Com R$ 164 mil bloqueados e um prejuízo estimado de R$ 100 mil das vendas suspensas desde fevereiro, a varejista decidiu aproveitar a migração forçada a uma nova plataforma para redesenhar o site. O projeto já consumiu cerca de R$ 50 mil e estava previsto para ficar pronto em 90 dias. Nesse meio tempo, porém, surgiu o coronavírus.

“Estamos correndo para lançar até o fim de abril”, diz Mauricio Okubo, diretor de marketing da joalheria. Com as lojas físicas fechadas por conta do Covid-19, a empresa não vende praticamente nada há um mês. “Em um momento onde boa parte dos sites está faturando mais do que o normal, nós estamos vendendo apenas pelo Instagram ou WhatsApp. Mas não é a mesma coisa”, afirma.

“Em um momento onde boa parte dos sites está faturando mais do que o normal, nós estamos vendendo apenas pelo Instagram ou WhatsApp”, Mauricio Okubo, diretor da joalheria Julio Okubo

Ele observa que muitos clientes de menor porte da GenComm estão em situação delicada ou já quebraram. No caso da joalheria, Okubo ressalta que o maior prejuízo é não ter uma loja virtual, de fato, há dois meses. “Isso afeta muito a nossa imagem perante os clientes, que não sabem de todo o contexto”, diz. “É algo impossível de quantificar.”

Sócio da GF Casa Decor, loja de decoração online, Vinicius Soares também aponta essa questão como o maior problema. “Ter uma loja virtual e não conseguir vender impacta nossa credibilidade”, observa Soares. Com um investimento de R$ 100 mil, o site da empresa, desenvolvido pela Rakuten, estava no ar há 18 meses.

O canal começava a engrenar, com um faturamento mensal na casa de R$ 100 mil, cerca de 15% da receita da empresa, que tem ainda uma loja física e uma fábrica de persianas e placas 3D. Soares estima um prejuízo de R$ 700 mil com a situação, o que inclui os R$ 303 mil retidos na plataforma e as vendas paralisadas no site desde fevereiro.
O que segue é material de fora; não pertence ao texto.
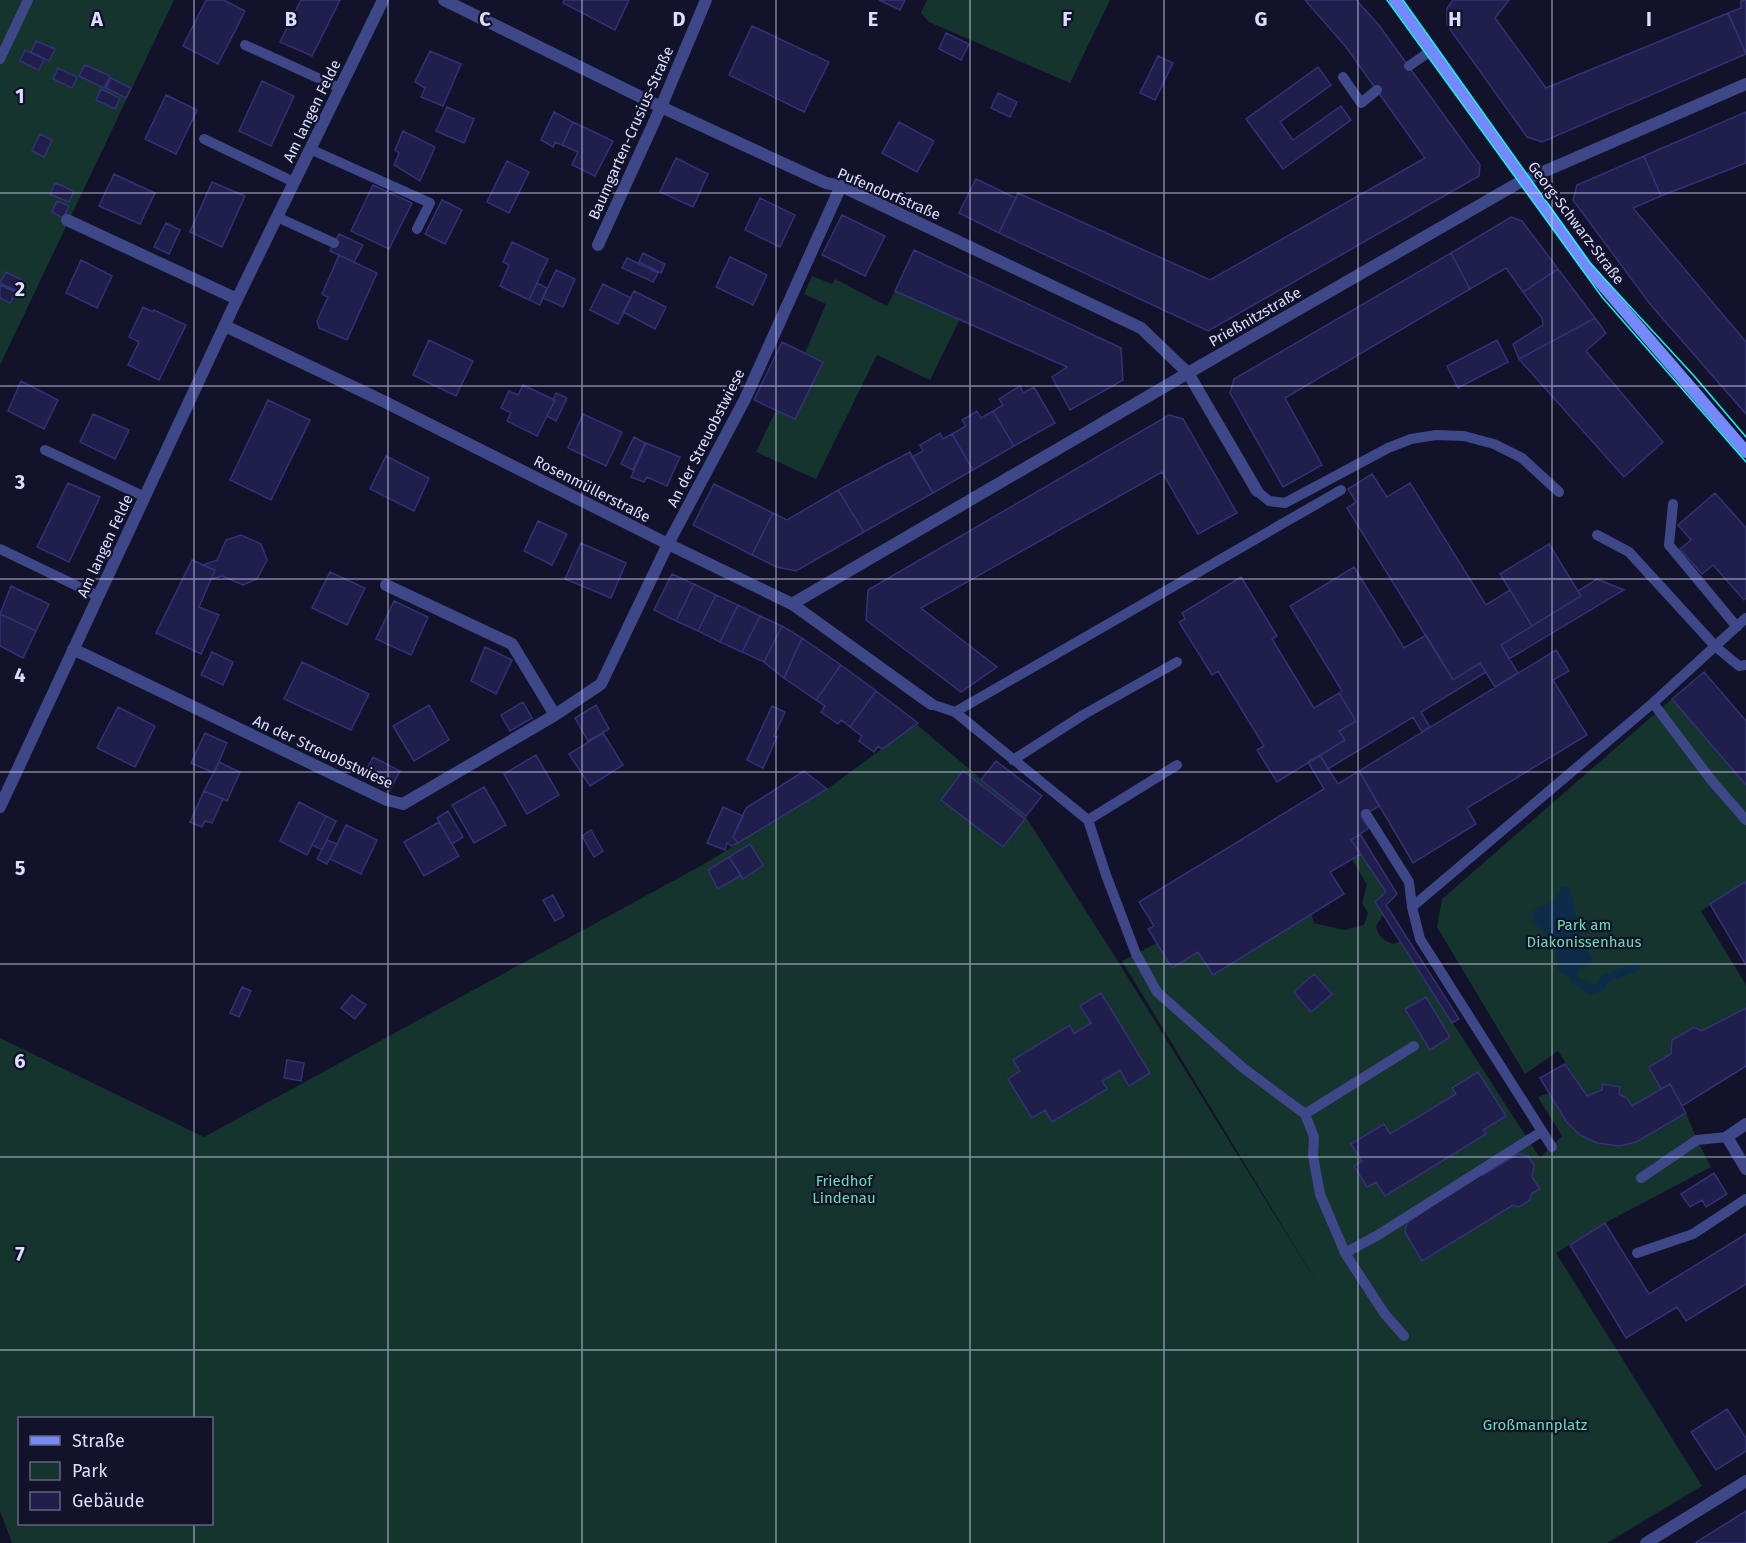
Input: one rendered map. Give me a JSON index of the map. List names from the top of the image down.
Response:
{
  "streets": {
    "street": [
      "Am langen Felde",
      "Baumgarten-Crusius-Straße",
      "Pufendorfstraße",
      "Georg-Schwarz-Straße",
      "Prießnitzstraße",
      "An der Streuobstwiese",
      "Rosenmüllerstraße"
    ]
  },
  "crossings": [
    ["Am langen Felde", "An der Streuobstwiese"],
    ["Am langen Felde", "Rosenmüllerstraße"],
    ["Baumgarten-Crusius-Straße", "Pufendorfstraße"],
    ["Pufendorfstraße", "Prießnitzstraße"],
    ["Pufendorfstraße", "An der Streuobstwiese"],
    ["Georg-Schwarz-Straße", "Prießnitzstraße"],
    ["Prießnitzstraße", "Rosenmüllerstraße"],
    ["An der Streuobstwiese", "Rosenmüllerstraße"]
  ],
  "parks": ["Park am Diakonissenhaus", "Friedhof Lindenau", "Großmannplatz"],
  "legend": ["Straße", "Park", "Gebäude"],
  "grid": {
    "columns": [
      "A",
      "B",
      "C",
      "D",
      "E",
      "F",
      "G",
      "H",
      "I"
    ],
    "rows": [
      "1",
      "2",
      "3",
      "4",
      "5",
      "6",
      "7"
    ]
  }
}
Há pouco mais de um mês, quando negociava a migração para uma nova plataforma, o avanço do coronavírus fez com que a empresa optasse por adiar o projeto. “Decidimos esperar, muito pelo receio de que o novo site não fosse entregue, em virtude da pandemia”, diz. A solução foi direcionar parte das vendas para o WhatsApp e reforçar a presença em marketplaces.

Posicionamento

Procurada, a GenComm não retornou ao pedido de entrevista. O escritório Bocuzzi Advogados, que representa a empresa no caso, disse, por meio de sua assessoria de imprensa, que não iria se manifestar.
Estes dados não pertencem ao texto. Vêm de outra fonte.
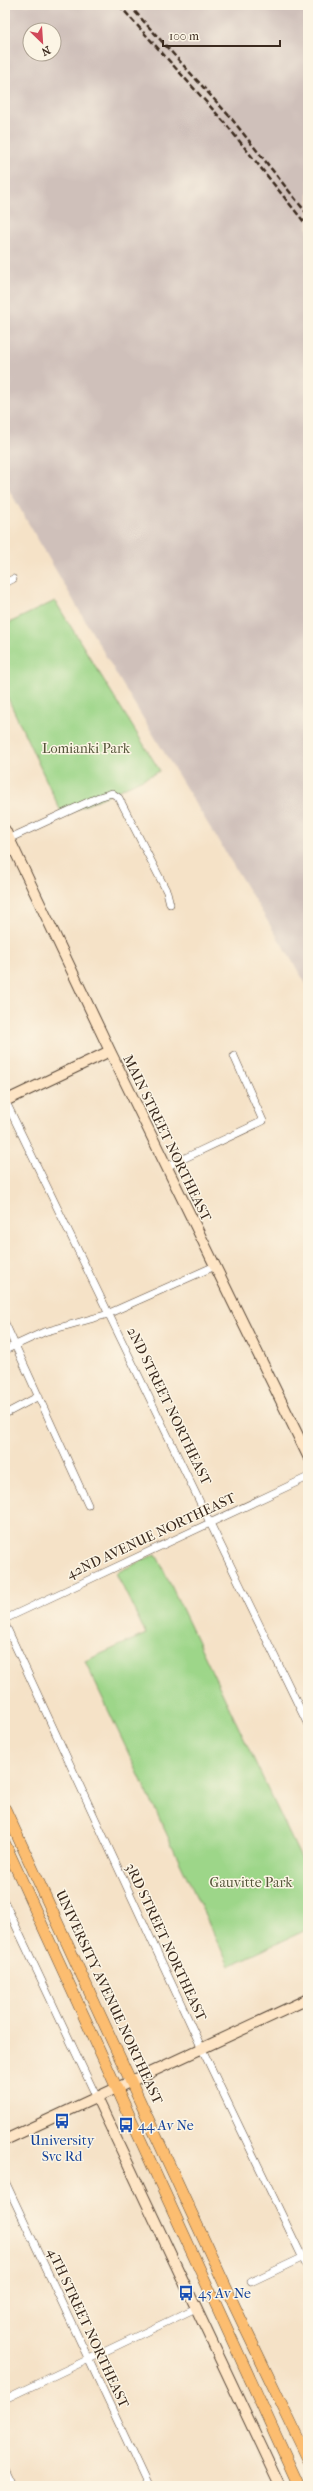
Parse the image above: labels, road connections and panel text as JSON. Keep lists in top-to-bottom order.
{
  "streets": {
    "main road": ["UNIVERSITY AVENUE NORTHEAST"],
    "street": [
      "MAIN STREET NORTHEAST",
      "2ND STREET NORTHEAST",
      "42ND AVENUE NORTHEAST",
      "3RD STREET NORTHEAST",
      "4TH STREET NORTHEAST"
    ]
  },
  "crossings": [
    ["2ND STREET NORTHEAST", "42ND AVENUE NORTHEAST"]
  ],
  "parks": ["Lomianki Park", "Gauvitte Park"],
  "places": {
    "bus stop": ["University Svc Rd", "44 Av Ne", "45 Av Ne"]
  },
  "scale_bar": "100 m",
  "north": "bottom right"
}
Em nota enviada ao NeoFeed, a Rakuten disse estar desapontada com a situação da GenComm desde a venda da operação e observou que sente por todos os lojistas que foram afetados. A empresa também ressaltou que já realizou centenas de acordos em todo o mundo em seus 23 anos de atuação e que sempre procurou operar de forma ética para a satisfação de todas as partes interessadas.
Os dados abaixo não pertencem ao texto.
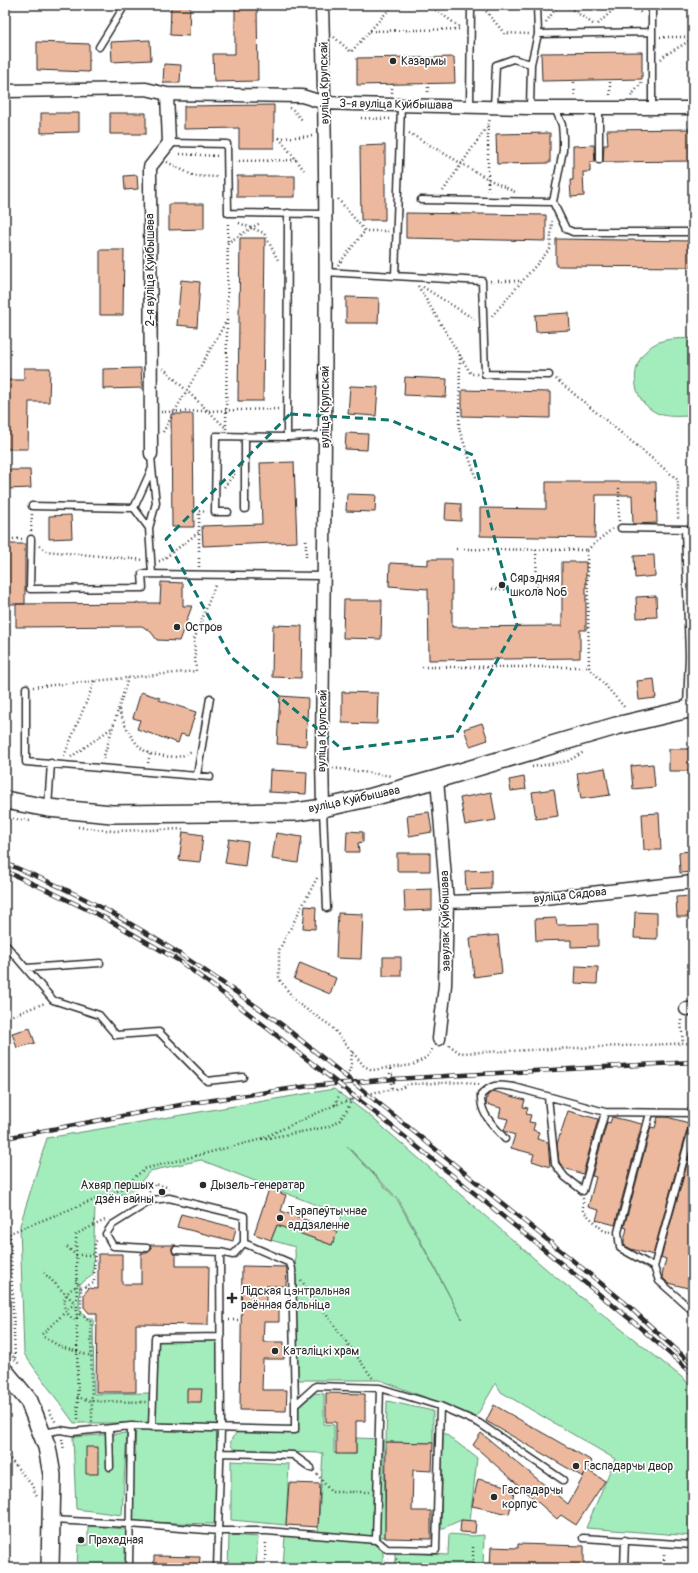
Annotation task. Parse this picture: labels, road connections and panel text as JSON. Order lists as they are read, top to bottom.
{
  "streets": {
    "main road": ["вуліца Куйбышава"],
    "street": [
      "вуліца Крупскай",
      "3-я вуліца Куйбышава",
      "2-я вуліца Куйбышава",
      "вуліца Сядова",
      "завулак Куйбышава"
    ]
  },
  "crossings": [
    ["вуліца Крупскай", "3-я вуліца Куйбышава"],
    ["вуліца Крупскай", "вуліца Куйбышава"],
    ["вуліца Куйбышава", "завулак Куйбышава"],
    ["вуліца Сядова", "завулак Куйбышава"]
  ],
  "places": {
    "other": [
      "Казармы",
      "Сярэдняя школа №6",
      "Остров",
      "Дызель-генератар",
      "Ахвяр першых дзён вайны",
      "Тэрапеўтычнае аддзяленне",
      "Каталіцкі храм",
      "Гаспадарчы двор",
      "Гаспадарчы корпус",
      "Прахадная"
    ],
    "health": ["Лідская цэнтральная раённая бальніца"]
  }
}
No caso da transação com a GenComm, a Rakuten destacou que cumpriu todas as leis locais, fez todas as divulgações públicas necessárias e que todos os dados da operação foram abertos à compradora. E finalizou:

“A Rakuten não se envolveu com o negócio desde que a GenComm assumiu o negócio em outubro de 2019. Não podemos assumir a responsabilidade ou responder a perguntas adicionais sobre o que aconteceu na operação desde que ela foi vendida.”